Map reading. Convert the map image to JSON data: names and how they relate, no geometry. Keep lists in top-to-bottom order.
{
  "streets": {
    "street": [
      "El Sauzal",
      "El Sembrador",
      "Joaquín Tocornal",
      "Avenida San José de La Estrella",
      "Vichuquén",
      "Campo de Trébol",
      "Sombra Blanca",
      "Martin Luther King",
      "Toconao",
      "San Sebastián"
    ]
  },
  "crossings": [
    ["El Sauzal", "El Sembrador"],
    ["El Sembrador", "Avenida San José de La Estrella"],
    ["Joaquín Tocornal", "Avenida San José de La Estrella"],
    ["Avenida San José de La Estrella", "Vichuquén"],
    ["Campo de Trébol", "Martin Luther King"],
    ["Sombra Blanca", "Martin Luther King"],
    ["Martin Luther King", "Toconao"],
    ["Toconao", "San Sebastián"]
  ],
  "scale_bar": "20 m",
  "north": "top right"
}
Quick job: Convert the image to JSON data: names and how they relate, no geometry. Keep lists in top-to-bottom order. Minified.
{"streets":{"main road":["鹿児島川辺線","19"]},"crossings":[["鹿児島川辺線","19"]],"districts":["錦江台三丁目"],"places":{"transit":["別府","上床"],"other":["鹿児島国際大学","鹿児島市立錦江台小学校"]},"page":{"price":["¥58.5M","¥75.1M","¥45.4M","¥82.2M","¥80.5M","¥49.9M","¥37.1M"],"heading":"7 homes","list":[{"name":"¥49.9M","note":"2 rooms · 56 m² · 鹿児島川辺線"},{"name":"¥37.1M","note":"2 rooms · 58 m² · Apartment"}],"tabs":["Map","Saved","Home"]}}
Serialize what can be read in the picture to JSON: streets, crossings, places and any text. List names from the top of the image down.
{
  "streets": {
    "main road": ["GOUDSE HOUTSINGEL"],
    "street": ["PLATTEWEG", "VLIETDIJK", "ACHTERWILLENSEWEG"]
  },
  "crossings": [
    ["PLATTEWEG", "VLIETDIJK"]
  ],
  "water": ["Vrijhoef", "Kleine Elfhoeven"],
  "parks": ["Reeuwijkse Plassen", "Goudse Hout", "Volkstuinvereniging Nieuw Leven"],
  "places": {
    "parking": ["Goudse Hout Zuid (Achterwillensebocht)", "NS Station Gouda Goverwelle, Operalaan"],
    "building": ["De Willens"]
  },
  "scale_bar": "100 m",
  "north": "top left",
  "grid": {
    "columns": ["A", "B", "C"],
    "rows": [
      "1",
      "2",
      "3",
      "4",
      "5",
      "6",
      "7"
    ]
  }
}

-- -- --

Keep the wording exact. Give all of the records again.

Map reading. Convert the map image to JSON data: names and how they relate, no geometry. Keep lists in top-to-bottom order.
{
  "streets": {
    "street": [
      "El Sauzal",
      "El Sembrador",
      "Joaquín Tocornal",
      "Avenida San José de La Estrella",
      "Vichuquén",
      "Campo de Trébol",
      "Sombra Blanca",
      "Martin Luther King",
      "Toconao",
      "San Sebastián"
    ]
  },
  "crossings": [
    ["El Sauzal", "El Sembrador"],
    ["El Sembrador", "Avenida San José de La Estrella"],
    ["Joaquín Tocornal", "Avenida San José de La Estrella"],
    ["Avenida San José de La Estrella", "Vichuquén"],
    ["Campo de Trébol", "Martin Luther King"],
    ["Sombra Blanca", "Martin Luther King"],
    ["Martin Luther King", "Toconao"],
    ["Toconao", "San Sebastián"]
  ],
  "scale_bar": "20 m",
  "north": "top right"
}
Quick job: Convert the image to JSON data: names and how they relate, no geometry. Keep lists in top-to-bottom order. Minified.
{"streets":{"main road":["鹿児島川辺線","19"]},"crossings":[["鹿児島川辺線","19"]],"districts":["錦江台三丁目"],"places":{"transit":["別府","上床"],"other":["鹿児島国際大学","鹿児島市立錦江台小学校"]},"page":{"price":["¥58.5M","¥75.1M","¥45.4M","¥82.2M","¥80.5M","¥49.9M","¥37.1M"],"heading":"7 homes","list":[{"name":"¥49.9M","note":"2 rooms · 56 m² · 鹿児島川辺線"},{"name":"¥37.1M","note":"2 rooms · 58 m² · Apartment"}],"tabs":["Map","Saved","Home"]}}
Serialize what can be read in the picture to JSON: streets, crossings, places and any text. List names from the top of the image down.
{
  "streets": {
    "main road": ["GOUDSE HOUTSINGEL"],
    "street": ["PLATTEWEG", "VLIETDIJK", "ACHTERWILLENSEWEG"]
  },
  "crossings": [
    ["PLATTEWEG", "VLIETDIJK"]
  ],
  "water": ["Vrijhoef", "Kleine Elfhoeven"],
  "parks": ["Reeuwijkse Plassen", "Goudse Hout", "Volkstuinvereniging Nieuw Leven"],
  "places": {
    "parking": ["Goudse Hout Zuid (Achterwillensebocht)", "NS Station Gouda Goverwelle, Operalaan"],
    "building": ["De Willens"]
  },
  "scale_bar": "100 m",
  "north": "top left",
  "grid": {
    "columns": ["A", "B", "C"],
    "rows": [
      "1",
      "2",
      "3",
      "4",
      "5",
      "6",
      "7"
    ]
  }
}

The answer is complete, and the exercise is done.